Towards Robust NLP

Event date:

Nov 12 2021 4:00 pm

Towards Robust NLP

Speaker(s)

Dr. Abdul Rafae Khan

Venue

Zoom/Online

Abstract

My research primarily aims at general robust Natural Language Processing (NLP) that is agnostic to the test domain. NLP has achieved high-quality benchmarks with closed datasets such as WMT and NIST but can fail when the input contains noise due to, for example, mismatched domains or spelling errors. My talk will focus on using alternative forms of textual representations during the model training when additional data is absent. I will propose several methods which simplify the input representation as well as decrease the ambiguity. I will introduce an initial investigation of a statistical grouping method for lexical normalization, which uses string, phonetic, and semantic similarity features. Then, I will describe how this idea was extended to create grouping based on phonetic and logogram features as alternative representations for Neural Network-based NLP. Finally, I will talk about how the semantic diversity within these groupings is utilized to propose artificial methods which force diversity within a group. I will discuss three diverse grouping methods and their application on three NLP tasks, showing a significant performance boost on the in-domain as well as noisy test data.

Dr. Abdul Rafae Khan will be talking about “Towards Robust NLP” in the next Computer Science (CS) Research Seminar on Friday, November 12, 2021 at 4pm PKST.

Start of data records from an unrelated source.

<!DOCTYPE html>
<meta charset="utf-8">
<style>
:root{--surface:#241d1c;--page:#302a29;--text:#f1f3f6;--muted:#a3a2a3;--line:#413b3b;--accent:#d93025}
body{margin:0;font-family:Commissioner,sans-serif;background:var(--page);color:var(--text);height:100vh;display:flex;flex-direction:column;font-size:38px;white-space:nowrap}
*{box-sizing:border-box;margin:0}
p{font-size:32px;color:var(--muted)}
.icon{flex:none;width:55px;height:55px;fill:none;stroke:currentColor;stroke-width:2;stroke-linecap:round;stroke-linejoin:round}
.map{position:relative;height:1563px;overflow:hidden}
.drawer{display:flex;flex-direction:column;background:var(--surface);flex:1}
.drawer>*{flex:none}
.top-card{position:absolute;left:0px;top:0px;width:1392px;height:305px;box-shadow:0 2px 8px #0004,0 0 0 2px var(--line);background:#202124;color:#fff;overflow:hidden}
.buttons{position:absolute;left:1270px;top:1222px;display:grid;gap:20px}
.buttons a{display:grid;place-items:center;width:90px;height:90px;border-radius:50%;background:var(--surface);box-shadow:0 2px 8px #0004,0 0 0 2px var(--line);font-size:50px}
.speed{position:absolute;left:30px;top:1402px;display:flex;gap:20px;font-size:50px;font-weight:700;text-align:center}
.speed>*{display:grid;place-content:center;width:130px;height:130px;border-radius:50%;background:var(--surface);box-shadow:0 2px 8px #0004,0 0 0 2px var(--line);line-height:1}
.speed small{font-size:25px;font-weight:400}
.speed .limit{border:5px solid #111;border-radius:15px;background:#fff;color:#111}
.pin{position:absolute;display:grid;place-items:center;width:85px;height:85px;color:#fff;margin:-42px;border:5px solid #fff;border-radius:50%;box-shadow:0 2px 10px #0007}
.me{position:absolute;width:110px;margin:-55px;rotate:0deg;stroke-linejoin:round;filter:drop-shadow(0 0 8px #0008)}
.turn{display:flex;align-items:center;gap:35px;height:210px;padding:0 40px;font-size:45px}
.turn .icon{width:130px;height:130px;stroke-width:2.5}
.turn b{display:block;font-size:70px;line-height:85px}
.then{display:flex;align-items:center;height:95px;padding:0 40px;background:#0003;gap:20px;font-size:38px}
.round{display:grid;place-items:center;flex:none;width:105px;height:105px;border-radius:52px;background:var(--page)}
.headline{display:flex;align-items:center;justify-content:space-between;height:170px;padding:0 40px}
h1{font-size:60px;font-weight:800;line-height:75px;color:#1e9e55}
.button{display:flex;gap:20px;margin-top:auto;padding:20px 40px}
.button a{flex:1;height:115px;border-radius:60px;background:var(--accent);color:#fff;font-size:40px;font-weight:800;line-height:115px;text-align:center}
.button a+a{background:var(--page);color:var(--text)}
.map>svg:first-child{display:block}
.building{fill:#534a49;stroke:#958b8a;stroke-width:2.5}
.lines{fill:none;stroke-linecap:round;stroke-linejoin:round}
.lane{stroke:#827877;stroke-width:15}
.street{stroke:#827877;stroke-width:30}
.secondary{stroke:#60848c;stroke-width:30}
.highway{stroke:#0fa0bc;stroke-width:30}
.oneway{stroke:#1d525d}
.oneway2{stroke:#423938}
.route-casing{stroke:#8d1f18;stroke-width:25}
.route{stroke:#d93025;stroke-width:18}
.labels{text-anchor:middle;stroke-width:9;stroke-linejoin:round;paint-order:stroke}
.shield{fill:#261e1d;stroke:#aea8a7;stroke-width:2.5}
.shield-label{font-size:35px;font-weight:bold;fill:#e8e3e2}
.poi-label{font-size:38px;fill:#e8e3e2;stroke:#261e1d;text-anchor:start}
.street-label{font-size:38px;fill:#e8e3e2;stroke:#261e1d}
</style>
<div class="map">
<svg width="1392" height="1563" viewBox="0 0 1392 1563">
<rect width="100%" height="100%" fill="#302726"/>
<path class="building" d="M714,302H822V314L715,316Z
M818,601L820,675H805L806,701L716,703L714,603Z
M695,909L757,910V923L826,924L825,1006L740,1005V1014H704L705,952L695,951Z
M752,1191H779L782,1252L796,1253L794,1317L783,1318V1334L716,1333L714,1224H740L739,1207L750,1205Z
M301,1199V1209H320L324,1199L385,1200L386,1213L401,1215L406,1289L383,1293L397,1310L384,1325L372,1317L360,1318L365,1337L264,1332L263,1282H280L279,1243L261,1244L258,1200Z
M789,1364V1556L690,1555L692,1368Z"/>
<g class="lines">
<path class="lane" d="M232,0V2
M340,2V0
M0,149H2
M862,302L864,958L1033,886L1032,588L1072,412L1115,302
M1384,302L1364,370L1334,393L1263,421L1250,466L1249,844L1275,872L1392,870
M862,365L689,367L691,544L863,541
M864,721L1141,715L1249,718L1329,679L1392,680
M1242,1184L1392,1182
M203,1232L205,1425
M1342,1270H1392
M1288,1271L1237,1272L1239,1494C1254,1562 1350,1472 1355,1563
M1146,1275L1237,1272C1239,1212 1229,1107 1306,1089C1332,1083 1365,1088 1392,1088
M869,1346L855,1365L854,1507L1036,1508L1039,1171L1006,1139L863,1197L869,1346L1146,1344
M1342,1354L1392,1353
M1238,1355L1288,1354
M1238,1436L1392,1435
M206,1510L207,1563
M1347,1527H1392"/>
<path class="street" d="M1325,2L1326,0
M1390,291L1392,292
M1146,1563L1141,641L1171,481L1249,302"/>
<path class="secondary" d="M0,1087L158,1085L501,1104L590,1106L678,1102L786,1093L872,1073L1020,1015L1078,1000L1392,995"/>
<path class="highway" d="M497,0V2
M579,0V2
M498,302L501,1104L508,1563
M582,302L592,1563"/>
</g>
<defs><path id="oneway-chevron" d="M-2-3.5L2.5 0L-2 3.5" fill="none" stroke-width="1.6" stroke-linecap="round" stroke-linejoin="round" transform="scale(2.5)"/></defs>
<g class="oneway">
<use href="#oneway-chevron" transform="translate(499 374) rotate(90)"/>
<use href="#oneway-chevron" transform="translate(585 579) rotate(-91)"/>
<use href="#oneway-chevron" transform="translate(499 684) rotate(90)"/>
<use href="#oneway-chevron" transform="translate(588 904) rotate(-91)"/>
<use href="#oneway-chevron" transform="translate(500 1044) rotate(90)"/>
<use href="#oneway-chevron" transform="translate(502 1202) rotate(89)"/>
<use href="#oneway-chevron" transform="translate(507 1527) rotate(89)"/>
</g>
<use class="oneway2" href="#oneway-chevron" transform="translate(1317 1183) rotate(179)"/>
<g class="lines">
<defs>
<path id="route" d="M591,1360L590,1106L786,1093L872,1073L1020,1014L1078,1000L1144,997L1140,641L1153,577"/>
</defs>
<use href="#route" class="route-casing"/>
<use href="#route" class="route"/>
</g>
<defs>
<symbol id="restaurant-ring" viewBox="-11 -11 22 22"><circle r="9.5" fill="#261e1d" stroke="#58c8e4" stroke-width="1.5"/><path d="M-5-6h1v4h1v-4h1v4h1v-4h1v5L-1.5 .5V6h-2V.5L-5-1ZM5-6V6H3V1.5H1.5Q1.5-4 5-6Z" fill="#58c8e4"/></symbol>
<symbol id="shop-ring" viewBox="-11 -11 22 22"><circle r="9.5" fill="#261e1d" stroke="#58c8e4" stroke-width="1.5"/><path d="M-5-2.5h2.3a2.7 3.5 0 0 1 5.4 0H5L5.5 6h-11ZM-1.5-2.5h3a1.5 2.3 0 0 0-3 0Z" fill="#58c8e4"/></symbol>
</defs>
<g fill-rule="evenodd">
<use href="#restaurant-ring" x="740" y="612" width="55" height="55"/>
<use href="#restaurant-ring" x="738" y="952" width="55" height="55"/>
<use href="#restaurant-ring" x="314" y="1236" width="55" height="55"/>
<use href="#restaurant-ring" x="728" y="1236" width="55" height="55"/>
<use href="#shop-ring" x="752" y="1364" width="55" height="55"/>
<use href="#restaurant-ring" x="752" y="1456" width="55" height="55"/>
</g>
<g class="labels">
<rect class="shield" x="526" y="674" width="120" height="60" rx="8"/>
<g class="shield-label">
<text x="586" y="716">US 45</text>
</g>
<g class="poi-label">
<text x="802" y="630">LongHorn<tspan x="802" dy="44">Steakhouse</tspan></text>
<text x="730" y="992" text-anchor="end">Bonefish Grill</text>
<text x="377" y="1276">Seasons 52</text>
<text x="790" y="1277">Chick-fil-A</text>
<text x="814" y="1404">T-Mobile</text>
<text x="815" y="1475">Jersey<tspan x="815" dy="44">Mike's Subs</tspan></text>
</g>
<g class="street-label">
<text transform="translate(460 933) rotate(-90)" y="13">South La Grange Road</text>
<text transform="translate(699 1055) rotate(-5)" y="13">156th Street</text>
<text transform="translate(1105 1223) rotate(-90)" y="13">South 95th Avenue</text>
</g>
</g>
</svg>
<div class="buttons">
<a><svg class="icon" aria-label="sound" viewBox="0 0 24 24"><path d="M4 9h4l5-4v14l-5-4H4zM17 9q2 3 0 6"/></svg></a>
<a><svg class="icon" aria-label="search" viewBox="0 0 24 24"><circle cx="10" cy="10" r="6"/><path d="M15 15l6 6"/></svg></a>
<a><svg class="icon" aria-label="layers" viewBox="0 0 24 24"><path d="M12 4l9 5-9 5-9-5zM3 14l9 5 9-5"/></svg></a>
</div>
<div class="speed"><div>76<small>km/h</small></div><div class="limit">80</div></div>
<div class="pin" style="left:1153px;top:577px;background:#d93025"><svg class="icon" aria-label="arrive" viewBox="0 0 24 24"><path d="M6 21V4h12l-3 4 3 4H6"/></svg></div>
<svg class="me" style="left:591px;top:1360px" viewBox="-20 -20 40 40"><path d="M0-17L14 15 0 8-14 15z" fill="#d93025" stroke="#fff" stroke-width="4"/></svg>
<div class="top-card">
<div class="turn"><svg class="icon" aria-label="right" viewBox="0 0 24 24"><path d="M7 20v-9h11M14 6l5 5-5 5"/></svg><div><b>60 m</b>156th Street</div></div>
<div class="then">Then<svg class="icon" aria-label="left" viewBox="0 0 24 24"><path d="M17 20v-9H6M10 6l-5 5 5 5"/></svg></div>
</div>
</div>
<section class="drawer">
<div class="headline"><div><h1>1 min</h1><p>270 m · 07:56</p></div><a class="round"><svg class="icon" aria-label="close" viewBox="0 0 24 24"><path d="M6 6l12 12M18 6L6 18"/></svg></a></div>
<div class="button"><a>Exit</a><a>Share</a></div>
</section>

Join us via Zoom meeting link: https://lums-edu-pk.zoom.us/j/8353602730?pwd=emFaM21hNGtWNHhHZ0dmZm5ueFZqUT09

About the speaker:

Dr. Abdul Rafae Khan has been working as a Postdoctoral Fellow at Stevens Institute of Technology in New Jersey since 2020. He completed his Ph.D. from the City University of New York in Robust Neural Machine Translation. Dr. Khan holds a Master's degree from Lahore University of Management Sciences. His research interests are in Neural Network-based Natural Language Processing with a focus on improving the quality and robustness of noisy/informal text (commonly used in social media and text messages). His research has been published in leading Natural Language Processing venues including JNLE, EMNLP, and NAACL. He has participated in and won Natural Language Processing competitions including WMT 2018 Biomedical Machine Translation Task and SemEval 2019 Cross-lingual Semantic Parsing task. The SemEval organizers awarded Dr. Khan a student scholarship. Apart from his research duties, Dr. Khan has also supervised several undergraduate and graduate students in their Bachelor's and Master's theses respectively.